WHAT THE TASK ASKS: Only the lines holding the word "content" are wanted; copy each of them from the listing.

EXCERPTED DATA:

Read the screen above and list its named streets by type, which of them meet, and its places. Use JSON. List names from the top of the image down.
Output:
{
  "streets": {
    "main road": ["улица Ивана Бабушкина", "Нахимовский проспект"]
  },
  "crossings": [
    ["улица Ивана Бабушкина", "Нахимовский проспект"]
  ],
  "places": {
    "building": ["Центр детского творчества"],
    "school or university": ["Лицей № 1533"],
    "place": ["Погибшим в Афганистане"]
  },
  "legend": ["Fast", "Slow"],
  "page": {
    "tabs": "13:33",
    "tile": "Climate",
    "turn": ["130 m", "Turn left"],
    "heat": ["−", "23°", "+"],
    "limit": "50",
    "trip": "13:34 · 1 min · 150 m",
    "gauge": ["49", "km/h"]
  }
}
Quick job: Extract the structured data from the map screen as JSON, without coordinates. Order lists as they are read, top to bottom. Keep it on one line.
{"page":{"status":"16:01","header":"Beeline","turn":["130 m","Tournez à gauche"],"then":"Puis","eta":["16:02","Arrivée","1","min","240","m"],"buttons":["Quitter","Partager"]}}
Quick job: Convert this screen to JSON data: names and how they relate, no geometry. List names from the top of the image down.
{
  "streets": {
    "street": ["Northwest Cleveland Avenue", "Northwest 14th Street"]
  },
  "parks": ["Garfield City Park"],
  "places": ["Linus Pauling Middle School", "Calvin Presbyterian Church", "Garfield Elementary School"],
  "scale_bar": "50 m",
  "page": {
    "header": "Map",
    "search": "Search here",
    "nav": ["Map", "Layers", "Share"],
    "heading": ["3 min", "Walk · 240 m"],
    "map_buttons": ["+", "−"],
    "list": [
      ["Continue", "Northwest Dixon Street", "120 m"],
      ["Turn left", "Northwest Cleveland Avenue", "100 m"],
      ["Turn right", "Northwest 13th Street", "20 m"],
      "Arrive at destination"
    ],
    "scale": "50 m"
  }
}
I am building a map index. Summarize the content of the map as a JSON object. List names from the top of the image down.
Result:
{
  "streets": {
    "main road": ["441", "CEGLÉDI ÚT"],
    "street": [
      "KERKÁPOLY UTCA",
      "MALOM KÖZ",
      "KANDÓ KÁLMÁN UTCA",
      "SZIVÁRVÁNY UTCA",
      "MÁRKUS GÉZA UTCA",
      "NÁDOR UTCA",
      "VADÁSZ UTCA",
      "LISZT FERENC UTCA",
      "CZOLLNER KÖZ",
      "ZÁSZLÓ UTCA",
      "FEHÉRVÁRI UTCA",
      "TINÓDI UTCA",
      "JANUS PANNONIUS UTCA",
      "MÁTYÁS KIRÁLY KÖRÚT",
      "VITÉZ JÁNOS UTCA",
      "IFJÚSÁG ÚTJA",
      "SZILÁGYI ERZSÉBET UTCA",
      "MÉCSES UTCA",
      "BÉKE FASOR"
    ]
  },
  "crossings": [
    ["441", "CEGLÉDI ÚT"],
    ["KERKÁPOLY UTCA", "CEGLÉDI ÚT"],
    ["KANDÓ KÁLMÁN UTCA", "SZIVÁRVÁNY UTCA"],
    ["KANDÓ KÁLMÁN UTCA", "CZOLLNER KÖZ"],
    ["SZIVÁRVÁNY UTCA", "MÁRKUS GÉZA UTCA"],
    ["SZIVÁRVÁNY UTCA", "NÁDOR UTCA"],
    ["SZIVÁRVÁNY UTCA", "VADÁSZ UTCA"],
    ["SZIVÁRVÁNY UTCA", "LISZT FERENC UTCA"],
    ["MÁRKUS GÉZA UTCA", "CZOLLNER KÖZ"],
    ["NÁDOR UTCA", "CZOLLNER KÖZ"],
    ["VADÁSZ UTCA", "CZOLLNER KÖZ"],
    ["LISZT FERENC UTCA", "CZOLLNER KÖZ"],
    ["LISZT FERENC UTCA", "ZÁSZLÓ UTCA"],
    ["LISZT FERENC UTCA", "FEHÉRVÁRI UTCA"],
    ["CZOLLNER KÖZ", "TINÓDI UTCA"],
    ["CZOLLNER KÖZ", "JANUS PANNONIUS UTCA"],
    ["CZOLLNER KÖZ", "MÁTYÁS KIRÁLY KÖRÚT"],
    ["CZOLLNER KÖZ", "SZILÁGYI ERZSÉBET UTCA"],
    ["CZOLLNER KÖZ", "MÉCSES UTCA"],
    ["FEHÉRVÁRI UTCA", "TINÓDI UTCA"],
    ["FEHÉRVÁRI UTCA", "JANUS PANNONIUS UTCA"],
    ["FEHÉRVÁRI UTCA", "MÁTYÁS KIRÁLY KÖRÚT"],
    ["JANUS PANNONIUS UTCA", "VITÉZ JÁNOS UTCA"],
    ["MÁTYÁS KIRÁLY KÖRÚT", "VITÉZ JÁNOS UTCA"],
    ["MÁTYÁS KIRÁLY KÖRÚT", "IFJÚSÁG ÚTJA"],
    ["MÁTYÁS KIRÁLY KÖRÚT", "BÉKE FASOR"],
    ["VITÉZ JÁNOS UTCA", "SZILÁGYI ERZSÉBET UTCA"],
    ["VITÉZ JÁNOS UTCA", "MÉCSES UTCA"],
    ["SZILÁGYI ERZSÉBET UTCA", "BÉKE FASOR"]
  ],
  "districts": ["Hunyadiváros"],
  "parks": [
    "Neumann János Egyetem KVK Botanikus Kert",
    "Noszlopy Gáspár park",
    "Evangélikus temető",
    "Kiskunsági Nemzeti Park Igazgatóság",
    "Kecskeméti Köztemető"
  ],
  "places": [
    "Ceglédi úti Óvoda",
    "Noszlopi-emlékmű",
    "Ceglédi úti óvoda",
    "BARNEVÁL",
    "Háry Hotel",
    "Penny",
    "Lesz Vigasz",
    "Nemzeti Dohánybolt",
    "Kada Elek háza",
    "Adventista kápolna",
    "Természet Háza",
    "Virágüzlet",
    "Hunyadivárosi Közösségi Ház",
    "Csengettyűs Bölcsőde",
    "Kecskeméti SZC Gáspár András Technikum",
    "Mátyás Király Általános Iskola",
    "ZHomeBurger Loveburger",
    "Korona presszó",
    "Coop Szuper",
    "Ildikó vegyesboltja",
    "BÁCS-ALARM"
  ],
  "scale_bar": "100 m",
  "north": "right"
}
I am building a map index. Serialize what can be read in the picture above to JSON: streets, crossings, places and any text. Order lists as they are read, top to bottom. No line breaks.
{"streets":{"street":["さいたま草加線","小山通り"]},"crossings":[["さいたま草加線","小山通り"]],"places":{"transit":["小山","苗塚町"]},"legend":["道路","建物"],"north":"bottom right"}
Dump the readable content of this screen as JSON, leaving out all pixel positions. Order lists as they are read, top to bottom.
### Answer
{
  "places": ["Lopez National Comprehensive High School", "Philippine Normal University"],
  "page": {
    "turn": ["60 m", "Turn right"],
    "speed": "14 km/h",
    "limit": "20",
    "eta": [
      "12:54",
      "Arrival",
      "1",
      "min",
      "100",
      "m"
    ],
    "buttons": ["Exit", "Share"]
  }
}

EXERCISE OUTPUT:
I am building a map index. Summarize the content of the map as a JSON object. List names from the top of the image down.
Dump the readable content of this screen as JSON, leaving out all pixel positions. Order lists as they are read, top to bottom.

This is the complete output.